● **TASK DETAILS**
Go through the records and restate them word for word, omitting images.

Stored items:
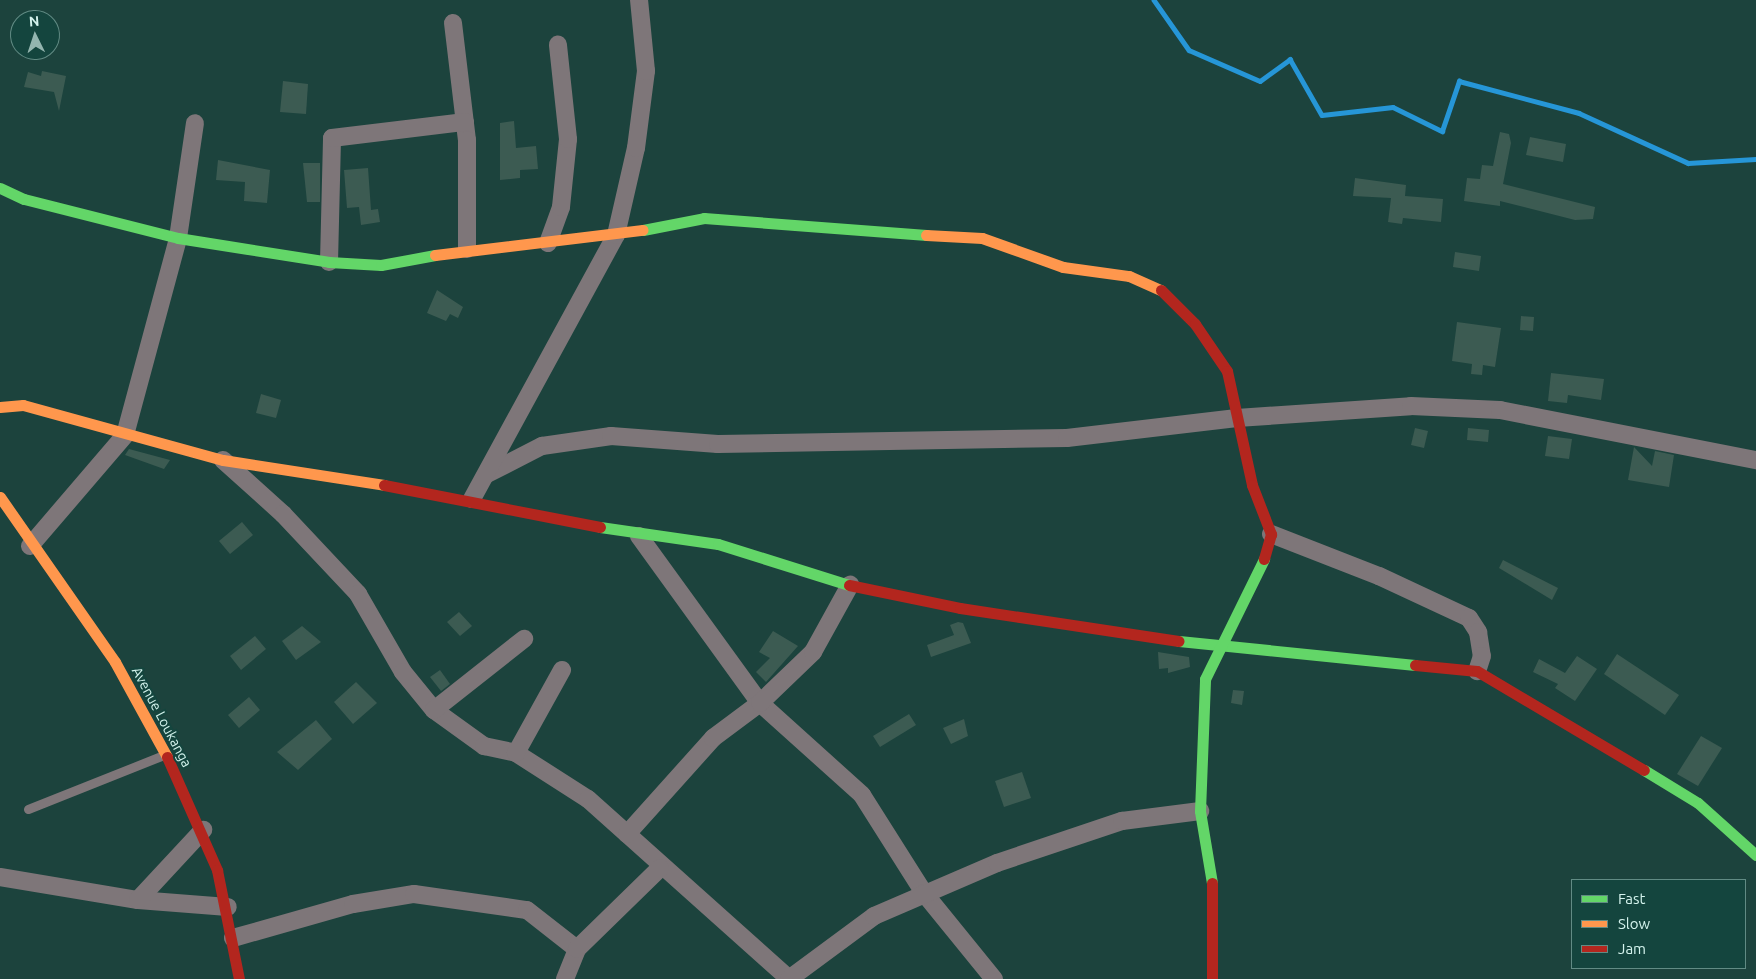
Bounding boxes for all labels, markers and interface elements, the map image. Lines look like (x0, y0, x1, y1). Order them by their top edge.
north arrow (10, 10, 60, 60)
text: N (28, 13, 40, 29)
street label: Avenue Loukanga (128, 664, 196, 770)
legend (1571, 879, 1746, 969)
text: Fast (1618, 890, 1645, 907)
text: Slow (1618, 915, 1650, 932)
text: Jam (1618, 940, 1646, 957)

● **TASK RESPONSE**
Bounding boxes for all labels, markers and interface elements, the map image. Lines look like (x0, y0, x1, y1). Order them by their top edge.
north arrow (10, 10, 60, 60)
text: N (28, 13, 40, 29)
street label: Avenue Loukanga (128, 664, 196, 770)
legend (1571, 879, 1746, 969)
text: Fast (1618, 890, 1645, 907)
text: Slow (1618, 915, 1650, 932)
text: Jam (1618, 940, 1646, 957)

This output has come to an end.